(Task input)

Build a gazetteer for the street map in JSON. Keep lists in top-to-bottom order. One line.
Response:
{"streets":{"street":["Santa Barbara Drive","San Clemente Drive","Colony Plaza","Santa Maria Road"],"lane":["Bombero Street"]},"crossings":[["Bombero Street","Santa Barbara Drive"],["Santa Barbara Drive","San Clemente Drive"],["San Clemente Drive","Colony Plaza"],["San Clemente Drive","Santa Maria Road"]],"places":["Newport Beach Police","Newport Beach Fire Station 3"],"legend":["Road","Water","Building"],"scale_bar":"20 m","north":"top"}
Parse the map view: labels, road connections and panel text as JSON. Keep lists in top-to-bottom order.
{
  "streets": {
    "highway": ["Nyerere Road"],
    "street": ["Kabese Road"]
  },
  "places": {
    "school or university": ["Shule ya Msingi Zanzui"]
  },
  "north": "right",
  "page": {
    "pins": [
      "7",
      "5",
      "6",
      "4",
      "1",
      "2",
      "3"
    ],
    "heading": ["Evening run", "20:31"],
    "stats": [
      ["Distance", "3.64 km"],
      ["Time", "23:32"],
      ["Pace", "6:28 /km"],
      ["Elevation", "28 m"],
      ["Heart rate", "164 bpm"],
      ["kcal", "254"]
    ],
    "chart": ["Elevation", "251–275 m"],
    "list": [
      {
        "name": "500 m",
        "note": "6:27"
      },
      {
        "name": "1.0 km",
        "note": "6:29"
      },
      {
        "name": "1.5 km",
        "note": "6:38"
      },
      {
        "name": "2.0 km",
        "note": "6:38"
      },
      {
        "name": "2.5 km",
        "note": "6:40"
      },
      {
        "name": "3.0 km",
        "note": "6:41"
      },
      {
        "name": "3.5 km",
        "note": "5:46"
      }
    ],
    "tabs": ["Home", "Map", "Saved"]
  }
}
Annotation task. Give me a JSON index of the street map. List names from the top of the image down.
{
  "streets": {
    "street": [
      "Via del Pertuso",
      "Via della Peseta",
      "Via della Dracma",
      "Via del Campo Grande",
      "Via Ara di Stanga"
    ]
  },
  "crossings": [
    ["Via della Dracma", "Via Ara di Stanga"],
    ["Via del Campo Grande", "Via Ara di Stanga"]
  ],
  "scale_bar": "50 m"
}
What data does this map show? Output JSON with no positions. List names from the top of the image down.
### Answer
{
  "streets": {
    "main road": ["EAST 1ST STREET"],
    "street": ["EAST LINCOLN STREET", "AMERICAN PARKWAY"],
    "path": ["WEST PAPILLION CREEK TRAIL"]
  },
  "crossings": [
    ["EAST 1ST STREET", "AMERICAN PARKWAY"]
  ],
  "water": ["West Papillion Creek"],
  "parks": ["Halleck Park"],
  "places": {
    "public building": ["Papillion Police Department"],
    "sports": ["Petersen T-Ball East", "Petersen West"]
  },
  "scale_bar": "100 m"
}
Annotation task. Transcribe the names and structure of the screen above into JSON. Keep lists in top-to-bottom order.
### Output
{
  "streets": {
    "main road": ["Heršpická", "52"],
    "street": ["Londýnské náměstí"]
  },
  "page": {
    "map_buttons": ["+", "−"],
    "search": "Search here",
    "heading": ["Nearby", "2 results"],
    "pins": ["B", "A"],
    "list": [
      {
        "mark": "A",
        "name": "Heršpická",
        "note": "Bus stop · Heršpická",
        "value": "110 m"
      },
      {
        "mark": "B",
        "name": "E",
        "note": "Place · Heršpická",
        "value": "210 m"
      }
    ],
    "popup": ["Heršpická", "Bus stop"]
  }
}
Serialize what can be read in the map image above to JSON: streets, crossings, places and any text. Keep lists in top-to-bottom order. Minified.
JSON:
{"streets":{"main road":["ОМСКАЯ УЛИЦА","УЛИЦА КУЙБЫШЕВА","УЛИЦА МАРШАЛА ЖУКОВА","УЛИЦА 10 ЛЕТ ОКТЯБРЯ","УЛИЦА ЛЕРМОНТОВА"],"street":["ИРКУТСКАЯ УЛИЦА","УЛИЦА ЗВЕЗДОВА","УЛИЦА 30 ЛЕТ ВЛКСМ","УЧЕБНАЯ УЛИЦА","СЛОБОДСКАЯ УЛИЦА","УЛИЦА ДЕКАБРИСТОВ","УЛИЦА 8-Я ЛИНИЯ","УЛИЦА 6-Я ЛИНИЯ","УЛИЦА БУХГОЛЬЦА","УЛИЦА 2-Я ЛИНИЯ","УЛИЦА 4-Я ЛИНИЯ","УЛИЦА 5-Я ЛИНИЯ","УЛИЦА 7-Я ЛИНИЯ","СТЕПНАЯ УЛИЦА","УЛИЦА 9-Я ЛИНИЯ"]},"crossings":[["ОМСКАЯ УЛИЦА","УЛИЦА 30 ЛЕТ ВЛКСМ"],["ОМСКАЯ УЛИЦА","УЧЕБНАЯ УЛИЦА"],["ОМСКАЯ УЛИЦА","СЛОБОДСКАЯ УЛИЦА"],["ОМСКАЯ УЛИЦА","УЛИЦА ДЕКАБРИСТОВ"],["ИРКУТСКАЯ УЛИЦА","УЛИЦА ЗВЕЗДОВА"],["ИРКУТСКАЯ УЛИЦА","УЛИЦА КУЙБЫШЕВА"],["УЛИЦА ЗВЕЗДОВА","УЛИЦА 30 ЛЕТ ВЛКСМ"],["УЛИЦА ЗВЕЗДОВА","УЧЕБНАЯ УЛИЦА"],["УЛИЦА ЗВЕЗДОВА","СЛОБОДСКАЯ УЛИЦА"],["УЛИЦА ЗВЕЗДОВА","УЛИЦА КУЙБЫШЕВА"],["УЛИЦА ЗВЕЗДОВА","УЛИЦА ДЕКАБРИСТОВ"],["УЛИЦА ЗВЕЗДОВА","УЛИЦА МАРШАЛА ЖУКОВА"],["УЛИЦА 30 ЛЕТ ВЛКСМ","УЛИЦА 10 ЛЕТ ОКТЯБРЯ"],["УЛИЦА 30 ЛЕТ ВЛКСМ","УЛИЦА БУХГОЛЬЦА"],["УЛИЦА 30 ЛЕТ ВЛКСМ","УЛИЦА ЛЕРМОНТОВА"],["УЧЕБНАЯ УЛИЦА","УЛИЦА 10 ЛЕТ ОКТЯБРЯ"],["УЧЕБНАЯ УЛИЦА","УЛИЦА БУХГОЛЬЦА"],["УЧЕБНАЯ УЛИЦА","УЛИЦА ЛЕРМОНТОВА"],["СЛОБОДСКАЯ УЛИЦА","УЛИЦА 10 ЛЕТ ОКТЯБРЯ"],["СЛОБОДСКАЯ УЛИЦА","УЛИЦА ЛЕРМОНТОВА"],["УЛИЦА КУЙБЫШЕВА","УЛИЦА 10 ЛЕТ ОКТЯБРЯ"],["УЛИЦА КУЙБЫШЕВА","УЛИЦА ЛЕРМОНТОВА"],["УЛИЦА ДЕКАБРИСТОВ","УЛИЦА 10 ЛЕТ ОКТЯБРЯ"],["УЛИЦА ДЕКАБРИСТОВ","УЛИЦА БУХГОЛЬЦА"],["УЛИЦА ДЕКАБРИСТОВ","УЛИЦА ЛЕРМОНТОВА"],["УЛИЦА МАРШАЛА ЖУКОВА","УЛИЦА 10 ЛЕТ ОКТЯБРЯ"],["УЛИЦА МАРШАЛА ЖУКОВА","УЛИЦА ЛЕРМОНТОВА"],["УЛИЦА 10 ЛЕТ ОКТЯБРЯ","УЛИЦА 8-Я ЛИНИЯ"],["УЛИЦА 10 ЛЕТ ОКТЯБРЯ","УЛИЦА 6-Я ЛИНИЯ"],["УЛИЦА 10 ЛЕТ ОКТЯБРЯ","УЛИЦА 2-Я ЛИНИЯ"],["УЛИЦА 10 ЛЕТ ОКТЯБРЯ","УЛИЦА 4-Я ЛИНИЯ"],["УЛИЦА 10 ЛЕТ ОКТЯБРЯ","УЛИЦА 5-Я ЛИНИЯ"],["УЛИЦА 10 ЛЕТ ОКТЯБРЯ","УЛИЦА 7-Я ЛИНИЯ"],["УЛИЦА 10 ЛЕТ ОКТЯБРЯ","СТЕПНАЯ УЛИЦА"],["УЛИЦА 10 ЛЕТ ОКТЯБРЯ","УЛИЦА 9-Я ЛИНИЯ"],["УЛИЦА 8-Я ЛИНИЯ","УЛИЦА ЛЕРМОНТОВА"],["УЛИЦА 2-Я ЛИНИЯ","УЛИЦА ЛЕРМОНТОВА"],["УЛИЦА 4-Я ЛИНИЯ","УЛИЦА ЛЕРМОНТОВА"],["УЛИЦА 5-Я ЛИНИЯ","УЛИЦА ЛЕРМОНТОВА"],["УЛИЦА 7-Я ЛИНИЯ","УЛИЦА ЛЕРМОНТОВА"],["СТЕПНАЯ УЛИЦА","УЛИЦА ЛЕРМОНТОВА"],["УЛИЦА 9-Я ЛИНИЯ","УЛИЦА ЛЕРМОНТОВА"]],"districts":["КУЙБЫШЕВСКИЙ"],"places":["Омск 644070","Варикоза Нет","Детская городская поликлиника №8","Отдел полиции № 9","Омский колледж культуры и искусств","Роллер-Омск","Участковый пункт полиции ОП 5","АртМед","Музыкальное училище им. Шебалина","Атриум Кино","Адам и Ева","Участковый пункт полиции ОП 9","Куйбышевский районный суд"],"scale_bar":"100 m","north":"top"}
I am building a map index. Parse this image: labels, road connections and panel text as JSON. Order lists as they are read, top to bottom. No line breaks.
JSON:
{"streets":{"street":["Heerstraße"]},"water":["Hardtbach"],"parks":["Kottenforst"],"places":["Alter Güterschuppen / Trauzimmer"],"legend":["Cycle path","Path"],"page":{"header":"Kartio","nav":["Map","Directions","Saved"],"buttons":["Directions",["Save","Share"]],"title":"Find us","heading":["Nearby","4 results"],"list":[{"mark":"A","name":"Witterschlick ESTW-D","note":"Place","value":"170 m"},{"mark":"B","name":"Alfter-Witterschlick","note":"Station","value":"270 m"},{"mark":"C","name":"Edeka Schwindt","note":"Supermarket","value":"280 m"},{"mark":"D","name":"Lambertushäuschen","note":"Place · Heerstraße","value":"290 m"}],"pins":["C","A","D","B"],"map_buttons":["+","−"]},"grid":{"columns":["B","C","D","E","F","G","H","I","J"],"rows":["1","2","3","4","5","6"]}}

(End Task input)

* **What to produce**
Tell how many lines of the data above hold the string "Stanga". Give only the number.

* **Output for this task**
3